Dataset records
......

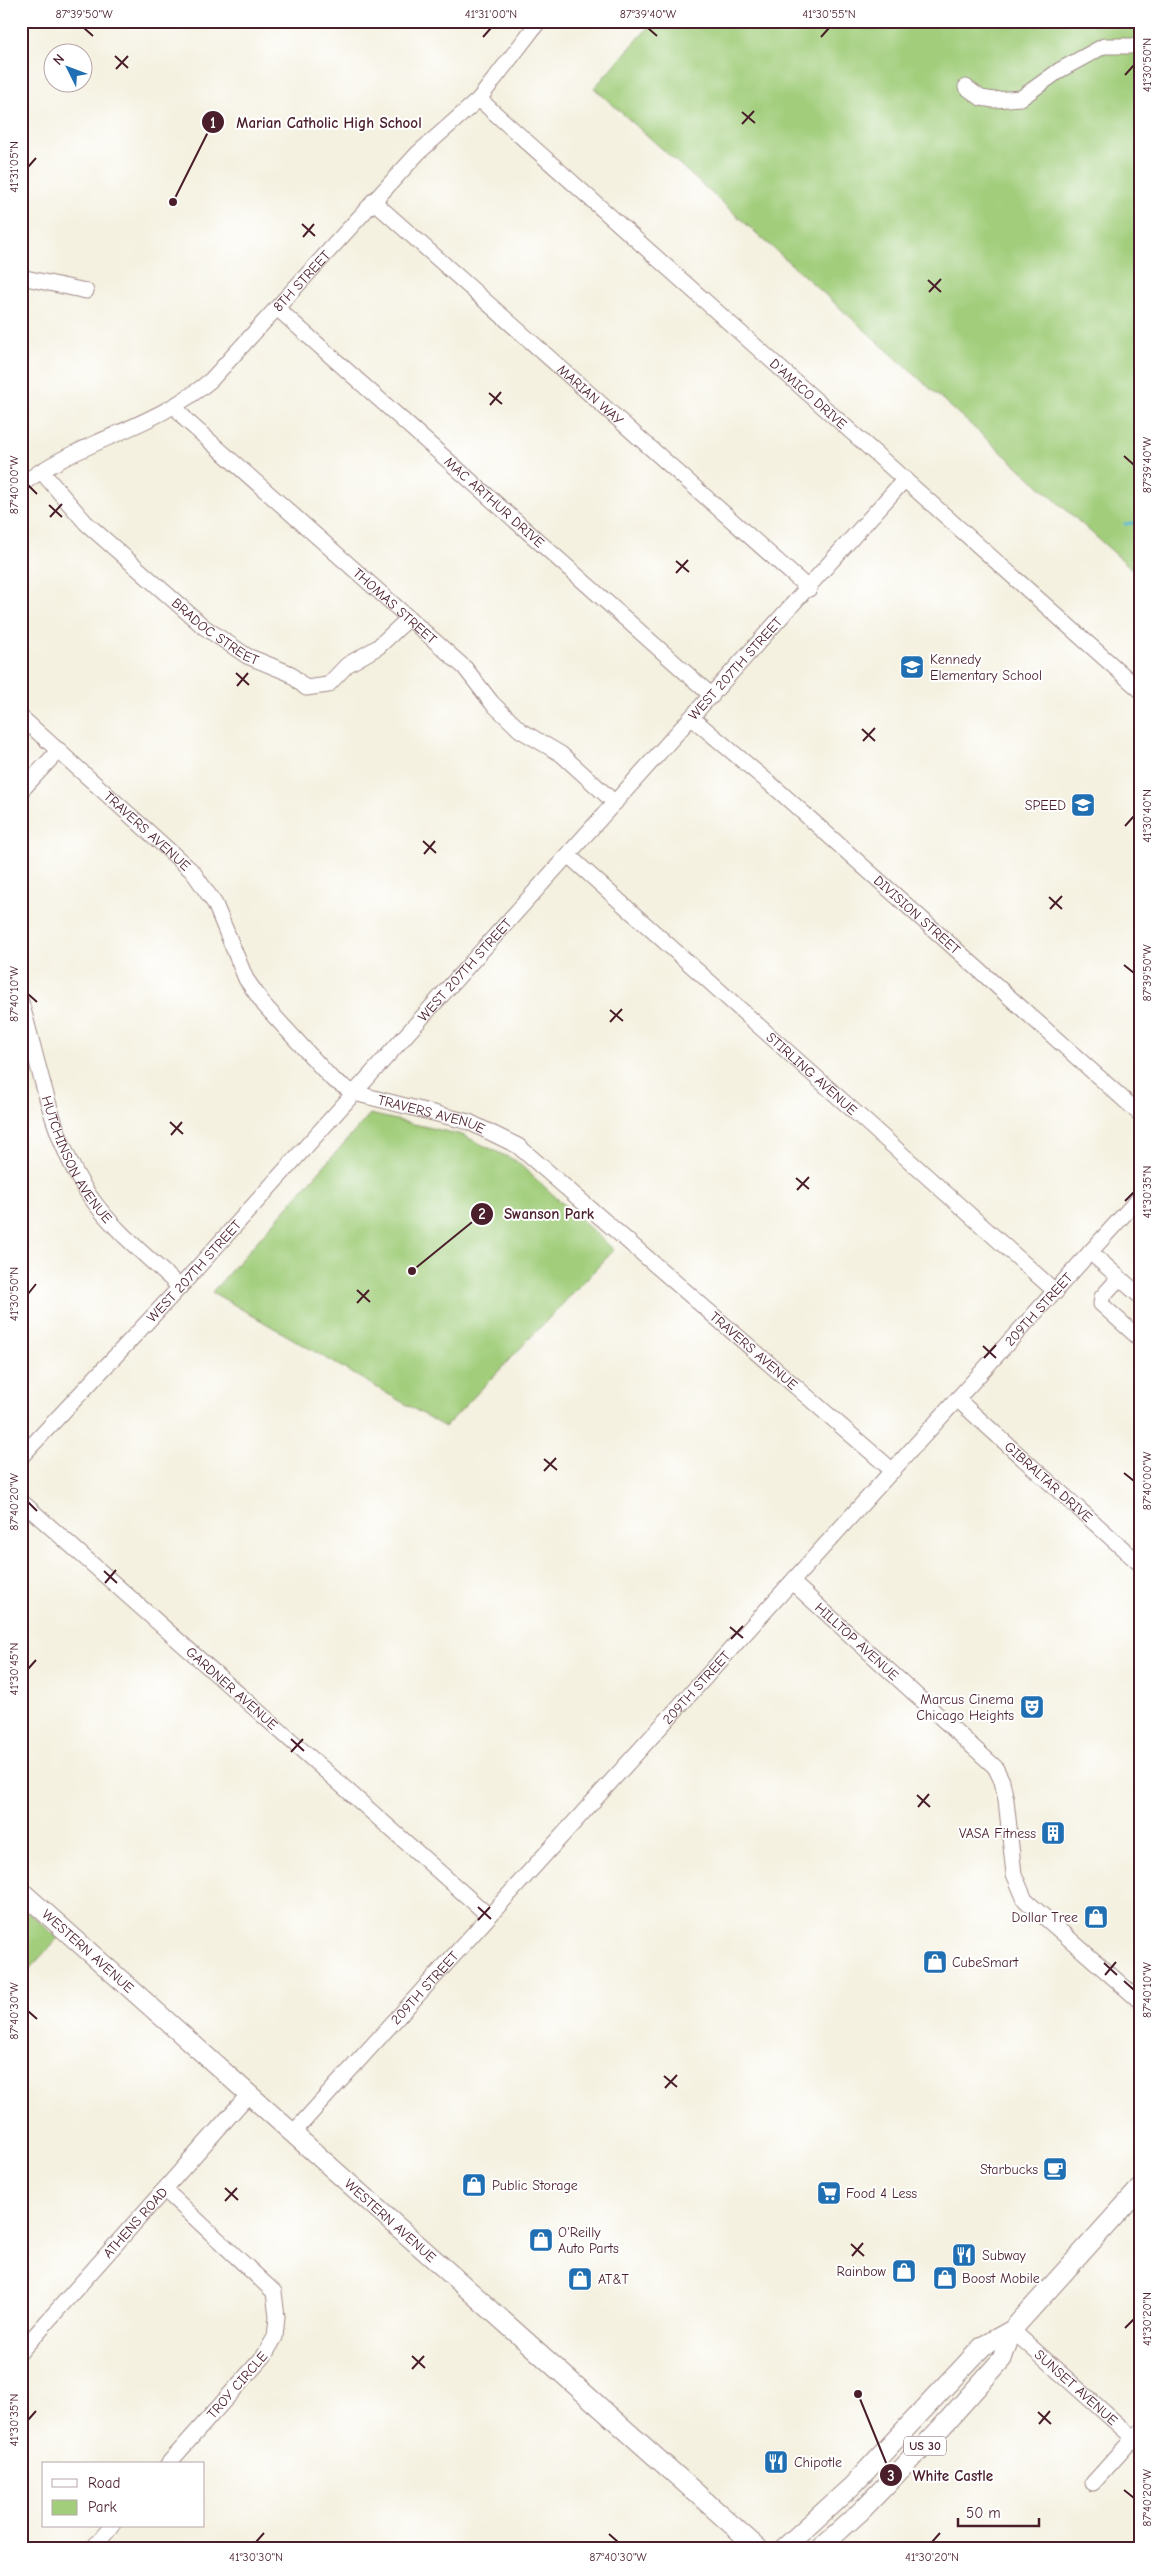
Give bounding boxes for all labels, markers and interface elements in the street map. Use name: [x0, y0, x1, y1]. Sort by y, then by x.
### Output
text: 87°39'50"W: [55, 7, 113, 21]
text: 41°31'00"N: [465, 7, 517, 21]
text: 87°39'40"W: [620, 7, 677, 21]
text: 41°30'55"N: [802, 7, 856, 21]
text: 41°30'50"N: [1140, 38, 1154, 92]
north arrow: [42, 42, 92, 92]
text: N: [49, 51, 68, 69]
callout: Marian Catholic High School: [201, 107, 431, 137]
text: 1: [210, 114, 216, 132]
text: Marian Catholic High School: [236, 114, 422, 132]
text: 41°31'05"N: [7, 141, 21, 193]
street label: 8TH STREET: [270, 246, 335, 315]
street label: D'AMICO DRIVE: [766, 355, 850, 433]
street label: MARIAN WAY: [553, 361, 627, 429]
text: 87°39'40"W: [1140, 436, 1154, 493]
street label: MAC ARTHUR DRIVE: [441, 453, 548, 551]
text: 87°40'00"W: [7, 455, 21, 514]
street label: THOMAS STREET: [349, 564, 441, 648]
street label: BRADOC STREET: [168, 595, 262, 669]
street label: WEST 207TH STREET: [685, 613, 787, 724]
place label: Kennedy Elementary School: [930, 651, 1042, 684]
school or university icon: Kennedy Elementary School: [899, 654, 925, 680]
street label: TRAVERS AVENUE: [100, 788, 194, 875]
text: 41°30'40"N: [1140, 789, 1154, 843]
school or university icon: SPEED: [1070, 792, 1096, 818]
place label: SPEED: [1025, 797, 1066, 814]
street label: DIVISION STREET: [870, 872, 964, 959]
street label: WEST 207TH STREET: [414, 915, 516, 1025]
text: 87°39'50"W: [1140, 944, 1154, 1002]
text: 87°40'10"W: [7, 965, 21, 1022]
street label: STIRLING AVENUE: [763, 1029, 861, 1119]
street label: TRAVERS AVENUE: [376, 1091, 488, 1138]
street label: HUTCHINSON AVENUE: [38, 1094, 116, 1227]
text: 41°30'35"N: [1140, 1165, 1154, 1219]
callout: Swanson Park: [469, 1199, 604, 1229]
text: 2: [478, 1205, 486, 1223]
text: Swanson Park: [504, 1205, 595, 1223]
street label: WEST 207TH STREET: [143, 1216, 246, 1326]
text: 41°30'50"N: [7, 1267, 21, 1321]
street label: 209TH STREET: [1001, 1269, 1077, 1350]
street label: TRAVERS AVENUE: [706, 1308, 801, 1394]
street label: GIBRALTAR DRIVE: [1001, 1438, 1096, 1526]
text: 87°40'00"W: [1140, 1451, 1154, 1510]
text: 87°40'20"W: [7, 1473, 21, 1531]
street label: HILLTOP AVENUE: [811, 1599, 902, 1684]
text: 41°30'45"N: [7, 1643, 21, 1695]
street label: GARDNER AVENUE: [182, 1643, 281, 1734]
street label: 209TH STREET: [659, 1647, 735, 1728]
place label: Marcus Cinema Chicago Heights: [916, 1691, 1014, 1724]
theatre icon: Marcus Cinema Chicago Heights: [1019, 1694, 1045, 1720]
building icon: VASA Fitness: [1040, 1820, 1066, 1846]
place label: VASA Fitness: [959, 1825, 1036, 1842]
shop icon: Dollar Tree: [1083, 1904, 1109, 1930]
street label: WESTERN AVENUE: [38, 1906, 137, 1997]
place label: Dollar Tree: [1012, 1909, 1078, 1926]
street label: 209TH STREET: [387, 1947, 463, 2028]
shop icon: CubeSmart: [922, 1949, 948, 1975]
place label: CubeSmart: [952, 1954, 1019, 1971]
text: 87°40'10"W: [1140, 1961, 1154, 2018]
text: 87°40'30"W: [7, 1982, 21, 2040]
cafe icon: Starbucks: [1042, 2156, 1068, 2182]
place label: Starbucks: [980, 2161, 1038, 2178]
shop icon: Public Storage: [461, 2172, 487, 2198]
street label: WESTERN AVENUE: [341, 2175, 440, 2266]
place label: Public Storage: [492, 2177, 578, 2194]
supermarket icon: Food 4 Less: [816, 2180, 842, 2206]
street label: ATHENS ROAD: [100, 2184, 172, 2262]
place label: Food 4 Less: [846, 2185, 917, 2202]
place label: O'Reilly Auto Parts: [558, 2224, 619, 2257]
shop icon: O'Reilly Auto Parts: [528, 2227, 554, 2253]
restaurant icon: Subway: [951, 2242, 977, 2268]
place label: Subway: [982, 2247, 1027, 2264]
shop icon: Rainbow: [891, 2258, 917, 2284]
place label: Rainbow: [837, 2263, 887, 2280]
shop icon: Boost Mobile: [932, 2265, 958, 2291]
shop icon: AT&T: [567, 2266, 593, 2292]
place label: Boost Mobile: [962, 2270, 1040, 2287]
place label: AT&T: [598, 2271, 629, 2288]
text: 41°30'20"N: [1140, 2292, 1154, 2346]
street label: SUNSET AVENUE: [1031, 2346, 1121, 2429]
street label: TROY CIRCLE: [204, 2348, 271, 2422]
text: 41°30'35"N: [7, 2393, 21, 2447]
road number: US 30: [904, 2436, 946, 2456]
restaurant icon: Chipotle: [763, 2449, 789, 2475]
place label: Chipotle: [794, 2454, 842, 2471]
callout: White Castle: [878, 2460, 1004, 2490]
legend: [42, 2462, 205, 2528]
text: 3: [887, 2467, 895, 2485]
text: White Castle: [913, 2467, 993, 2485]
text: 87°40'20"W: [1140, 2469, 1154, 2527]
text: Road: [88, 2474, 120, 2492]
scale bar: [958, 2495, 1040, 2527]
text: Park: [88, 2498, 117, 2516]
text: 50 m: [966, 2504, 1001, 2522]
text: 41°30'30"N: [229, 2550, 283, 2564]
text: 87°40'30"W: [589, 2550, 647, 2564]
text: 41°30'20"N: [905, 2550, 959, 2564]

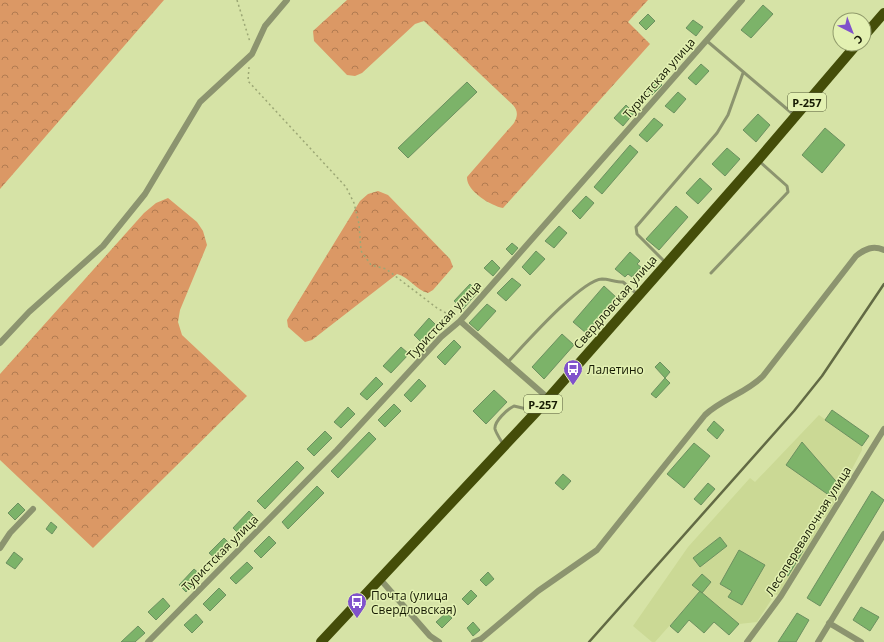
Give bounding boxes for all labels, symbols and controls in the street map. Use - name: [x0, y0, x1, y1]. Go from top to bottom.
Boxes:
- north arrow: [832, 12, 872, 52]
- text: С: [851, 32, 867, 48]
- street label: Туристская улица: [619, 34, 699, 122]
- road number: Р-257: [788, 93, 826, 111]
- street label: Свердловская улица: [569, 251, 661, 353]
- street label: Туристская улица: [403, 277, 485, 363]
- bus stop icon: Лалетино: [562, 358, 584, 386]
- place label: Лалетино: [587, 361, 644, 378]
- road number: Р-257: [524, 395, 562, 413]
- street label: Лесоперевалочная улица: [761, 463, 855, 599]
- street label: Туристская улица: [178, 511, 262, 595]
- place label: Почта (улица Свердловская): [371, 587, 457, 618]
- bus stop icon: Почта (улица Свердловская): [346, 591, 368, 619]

......

TASK ITEM: For the word "name", state how many lines of the entries contain it, with nothing else.

SOLUTION TO THIS TASK: 2